Exercise aim
All that is needed is the number of lines in the records that contain the word "Minified", stated without anything else.

___ Supplied information ___

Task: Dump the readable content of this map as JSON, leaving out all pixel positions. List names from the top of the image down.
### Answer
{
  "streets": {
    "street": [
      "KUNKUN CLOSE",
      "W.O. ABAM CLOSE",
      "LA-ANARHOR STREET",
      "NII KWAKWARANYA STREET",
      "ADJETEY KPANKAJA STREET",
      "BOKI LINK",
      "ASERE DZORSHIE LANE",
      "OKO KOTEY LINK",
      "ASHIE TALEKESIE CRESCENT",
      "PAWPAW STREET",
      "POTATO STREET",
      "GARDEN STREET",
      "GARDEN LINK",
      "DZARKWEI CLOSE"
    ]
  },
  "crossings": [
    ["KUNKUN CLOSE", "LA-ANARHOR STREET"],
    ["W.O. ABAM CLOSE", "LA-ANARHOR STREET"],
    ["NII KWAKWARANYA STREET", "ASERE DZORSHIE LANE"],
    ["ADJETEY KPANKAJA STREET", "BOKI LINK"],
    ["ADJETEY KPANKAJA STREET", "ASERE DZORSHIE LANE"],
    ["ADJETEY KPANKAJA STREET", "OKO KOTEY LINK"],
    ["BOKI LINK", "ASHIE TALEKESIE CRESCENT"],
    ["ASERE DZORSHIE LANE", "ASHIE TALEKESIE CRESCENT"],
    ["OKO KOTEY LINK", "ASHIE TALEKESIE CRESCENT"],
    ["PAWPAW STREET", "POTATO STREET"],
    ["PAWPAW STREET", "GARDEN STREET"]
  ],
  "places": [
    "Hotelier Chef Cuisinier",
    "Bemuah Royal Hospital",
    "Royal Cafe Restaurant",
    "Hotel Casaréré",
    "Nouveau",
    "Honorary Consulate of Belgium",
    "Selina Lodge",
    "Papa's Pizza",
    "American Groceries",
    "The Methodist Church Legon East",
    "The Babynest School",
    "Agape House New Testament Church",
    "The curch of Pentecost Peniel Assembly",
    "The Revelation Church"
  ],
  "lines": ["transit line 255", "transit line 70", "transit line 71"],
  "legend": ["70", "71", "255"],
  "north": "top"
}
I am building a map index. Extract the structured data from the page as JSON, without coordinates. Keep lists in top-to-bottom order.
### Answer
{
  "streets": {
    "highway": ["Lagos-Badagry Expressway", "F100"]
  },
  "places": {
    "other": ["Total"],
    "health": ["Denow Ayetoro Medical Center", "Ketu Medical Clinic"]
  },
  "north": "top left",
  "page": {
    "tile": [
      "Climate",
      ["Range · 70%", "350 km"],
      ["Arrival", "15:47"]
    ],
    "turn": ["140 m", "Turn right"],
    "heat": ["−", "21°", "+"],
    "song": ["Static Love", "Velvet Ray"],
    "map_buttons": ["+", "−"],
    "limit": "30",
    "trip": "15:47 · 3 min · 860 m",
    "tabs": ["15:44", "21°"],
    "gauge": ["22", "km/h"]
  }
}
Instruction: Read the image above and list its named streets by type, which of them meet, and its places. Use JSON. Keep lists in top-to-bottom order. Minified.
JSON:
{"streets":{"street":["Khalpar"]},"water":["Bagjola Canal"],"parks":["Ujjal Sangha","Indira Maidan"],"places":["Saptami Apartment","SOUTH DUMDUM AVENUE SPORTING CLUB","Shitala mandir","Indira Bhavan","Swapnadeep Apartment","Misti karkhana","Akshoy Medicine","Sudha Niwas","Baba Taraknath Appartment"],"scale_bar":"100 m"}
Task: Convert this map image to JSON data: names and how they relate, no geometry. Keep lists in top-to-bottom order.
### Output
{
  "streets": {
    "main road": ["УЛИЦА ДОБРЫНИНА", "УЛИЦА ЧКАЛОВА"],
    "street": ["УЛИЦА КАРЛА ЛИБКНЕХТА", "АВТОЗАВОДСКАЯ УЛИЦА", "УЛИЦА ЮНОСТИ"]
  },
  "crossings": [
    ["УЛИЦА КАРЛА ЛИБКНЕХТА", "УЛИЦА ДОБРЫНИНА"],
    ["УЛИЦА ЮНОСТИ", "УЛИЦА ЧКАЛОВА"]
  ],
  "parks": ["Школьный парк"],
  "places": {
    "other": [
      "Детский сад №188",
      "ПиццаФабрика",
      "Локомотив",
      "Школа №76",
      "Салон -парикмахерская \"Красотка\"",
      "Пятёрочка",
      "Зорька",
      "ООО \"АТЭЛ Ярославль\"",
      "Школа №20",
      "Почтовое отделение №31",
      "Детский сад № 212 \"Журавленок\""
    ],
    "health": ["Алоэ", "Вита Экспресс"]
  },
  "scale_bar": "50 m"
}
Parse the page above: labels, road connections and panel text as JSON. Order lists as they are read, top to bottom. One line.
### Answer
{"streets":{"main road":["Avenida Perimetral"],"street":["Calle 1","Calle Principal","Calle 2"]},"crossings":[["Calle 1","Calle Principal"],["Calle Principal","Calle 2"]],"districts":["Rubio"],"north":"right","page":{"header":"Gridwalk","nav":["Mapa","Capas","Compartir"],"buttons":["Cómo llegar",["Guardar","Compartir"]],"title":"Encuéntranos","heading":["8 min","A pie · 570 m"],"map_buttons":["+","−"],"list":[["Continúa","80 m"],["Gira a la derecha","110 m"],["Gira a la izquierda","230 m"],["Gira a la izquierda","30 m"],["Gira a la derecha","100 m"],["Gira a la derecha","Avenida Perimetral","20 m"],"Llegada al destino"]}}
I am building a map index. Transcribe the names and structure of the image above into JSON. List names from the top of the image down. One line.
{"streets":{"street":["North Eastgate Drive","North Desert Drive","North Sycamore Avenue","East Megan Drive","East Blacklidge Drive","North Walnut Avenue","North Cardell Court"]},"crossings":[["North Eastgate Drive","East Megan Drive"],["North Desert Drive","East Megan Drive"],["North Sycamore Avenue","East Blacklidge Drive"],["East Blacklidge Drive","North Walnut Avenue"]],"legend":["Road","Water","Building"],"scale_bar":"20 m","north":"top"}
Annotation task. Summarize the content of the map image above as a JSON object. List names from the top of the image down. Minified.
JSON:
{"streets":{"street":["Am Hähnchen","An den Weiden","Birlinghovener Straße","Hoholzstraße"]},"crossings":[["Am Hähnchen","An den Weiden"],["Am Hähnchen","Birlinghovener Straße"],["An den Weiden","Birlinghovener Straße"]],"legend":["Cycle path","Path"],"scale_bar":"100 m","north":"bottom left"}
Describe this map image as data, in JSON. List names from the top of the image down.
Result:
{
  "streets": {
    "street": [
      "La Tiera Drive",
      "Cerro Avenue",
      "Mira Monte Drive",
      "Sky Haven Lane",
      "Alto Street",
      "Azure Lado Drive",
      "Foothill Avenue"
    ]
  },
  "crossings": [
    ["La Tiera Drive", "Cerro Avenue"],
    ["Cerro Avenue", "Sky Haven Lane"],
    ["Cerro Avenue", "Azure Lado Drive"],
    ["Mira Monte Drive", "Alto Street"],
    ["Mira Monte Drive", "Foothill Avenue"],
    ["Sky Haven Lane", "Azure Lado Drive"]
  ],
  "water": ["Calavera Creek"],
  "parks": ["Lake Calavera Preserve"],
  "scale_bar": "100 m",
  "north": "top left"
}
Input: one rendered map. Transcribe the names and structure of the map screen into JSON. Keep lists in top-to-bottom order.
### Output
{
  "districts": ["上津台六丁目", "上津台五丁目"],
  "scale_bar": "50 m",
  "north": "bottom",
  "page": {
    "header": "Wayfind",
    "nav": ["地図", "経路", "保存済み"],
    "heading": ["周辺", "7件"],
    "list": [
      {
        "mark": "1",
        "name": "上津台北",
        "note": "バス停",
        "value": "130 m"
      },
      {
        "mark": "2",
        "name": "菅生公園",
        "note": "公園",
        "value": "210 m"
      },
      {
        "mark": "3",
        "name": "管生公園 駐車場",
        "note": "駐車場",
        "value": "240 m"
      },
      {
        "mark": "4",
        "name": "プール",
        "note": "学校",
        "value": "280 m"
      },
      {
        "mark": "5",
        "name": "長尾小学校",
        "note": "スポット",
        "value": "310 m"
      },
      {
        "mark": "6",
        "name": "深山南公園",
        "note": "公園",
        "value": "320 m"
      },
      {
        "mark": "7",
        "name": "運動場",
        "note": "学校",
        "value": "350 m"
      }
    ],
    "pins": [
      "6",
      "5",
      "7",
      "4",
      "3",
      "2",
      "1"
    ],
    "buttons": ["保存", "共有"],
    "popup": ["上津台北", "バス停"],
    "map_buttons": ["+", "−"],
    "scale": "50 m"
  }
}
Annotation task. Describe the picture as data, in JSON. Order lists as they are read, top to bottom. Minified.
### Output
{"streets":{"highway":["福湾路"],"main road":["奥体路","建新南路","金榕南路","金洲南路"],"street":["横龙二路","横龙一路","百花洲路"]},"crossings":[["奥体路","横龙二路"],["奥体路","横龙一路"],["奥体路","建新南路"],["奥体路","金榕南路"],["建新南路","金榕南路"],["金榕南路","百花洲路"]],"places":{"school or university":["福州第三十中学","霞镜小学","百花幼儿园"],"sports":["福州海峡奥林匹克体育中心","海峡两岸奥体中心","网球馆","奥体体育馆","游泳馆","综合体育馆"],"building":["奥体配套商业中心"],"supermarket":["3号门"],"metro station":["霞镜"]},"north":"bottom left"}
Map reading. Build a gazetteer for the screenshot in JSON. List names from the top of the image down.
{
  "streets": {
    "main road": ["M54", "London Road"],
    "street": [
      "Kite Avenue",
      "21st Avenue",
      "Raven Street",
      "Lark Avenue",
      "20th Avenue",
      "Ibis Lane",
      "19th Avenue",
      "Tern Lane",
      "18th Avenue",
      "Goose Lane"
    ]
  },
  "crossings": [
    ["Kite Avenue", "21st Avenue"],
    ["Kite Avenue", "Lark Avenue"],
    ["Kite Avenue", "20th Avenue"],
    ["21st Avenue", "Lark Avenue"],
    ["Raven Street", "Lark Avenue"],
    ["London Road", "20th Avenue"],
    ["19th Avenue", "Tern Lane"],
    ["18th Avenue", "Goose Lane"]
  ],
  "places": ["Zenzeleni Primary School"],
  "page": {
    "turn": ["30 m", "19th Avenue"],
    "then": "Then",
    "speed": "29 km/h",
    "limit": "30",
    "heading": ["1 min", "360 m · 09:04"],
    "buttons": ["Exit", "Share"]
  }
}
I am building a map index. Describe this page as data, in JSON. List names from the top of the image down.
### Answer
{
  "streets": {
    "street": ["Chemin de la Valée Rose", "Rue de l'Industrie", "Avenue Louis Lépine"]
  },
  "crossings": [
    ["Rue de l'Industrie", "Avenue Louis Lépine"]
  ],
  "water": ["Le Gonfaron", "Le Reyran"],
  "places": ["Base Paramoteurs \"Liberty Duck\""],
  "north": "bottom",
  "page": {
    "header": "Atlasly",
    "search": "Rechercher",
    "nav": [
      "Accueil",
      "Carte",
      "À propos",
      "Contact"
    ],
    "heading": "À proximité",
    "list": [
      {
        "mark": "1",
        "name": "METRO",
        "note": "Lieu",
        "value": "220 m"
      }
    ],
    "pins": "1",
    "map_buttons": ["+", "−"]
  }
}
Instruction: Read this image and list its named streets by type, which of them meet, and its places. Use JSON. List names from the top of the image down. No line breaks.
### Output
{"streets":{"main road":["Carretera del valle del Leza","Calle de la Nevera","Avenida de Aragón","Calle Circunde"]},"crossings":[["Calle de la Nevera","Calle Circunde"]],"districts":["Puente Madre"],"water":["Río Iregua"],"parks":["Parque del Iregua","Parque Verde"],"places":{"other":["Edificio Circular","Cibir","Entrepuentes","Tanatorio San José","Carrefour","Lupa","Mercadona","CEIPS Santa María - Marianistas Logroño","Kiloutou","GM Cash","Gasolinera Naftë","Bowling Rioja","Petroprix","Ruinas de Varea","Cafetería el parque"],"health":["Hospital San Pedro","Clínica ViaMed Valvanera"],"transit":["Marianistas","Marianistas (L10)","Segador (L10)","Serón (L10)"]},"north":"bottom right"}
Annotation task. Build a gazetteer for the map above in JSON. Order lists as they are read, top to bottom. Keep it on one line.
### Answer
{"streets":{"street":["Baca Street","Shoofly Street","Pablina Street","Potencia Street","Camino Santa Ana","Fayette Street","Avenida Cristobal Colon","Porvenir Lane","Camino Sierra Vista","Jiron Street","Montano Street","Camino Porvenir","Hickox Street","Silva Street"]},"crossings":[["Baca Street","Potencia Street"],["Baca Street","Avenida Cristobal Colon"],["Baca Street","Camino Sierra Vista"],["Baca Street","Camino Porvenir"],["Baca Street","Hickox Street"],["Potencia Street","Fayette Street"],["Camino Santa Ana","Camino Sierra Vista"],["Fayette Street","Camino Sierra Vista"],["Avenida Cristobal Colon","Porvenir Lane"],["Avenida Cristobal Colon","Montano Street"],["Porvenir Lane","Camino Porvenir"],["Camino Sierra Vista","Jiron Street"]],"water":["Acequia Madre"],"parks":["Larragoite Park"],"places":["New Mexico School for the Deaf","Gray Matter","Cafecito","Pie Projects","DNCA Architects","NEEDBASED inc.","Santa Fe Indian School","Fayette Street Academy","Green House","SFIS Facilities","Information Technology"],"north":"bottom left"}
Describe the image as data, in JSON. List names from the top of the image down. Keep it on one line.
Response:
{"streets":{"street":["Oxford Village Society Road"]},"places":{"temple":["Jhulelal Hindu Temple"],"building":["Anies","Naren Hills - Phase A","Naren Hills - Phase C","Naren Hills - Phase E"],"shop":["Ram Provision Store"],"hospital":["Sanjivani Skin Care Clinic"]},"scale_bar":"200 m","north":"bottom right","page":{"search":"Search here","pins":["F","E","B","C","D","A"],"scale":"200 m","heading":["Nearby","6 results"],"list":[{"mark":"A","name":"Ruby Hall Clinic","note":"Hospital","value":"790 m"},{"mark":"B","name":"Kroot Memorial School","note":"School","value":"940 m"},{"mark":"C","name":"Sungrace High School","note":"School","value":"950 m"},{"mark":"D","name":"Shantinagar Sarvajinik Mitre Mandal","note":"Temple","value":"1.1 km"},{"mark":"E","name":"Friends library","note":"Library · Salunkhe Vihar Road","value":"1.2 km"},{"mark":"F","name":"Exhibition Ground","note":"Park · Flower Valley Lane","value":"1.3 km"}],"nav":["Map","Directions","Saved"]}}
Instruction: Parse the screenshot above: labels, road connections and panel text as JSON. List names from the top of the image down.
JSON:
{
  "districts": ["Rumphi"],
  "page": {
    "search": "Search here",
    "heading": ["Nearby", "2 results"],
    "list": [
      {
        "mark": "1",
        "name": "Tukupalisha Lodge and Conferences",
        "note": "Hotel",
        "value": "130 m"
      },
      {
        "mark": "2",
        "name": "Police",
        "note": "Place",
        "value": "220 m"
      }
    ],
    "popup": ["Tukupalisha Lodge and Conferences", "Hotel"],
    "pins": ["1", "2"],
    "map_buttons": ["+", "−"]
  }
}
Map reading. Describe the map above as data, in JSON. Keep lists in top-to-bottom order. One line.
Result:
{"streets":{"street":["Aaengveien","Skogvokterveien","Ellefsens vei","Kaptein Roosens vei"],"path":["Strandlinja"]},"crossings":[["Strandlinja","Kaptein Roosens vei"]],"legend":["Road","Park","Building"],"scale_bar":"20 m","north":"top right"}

___

Exercise output
3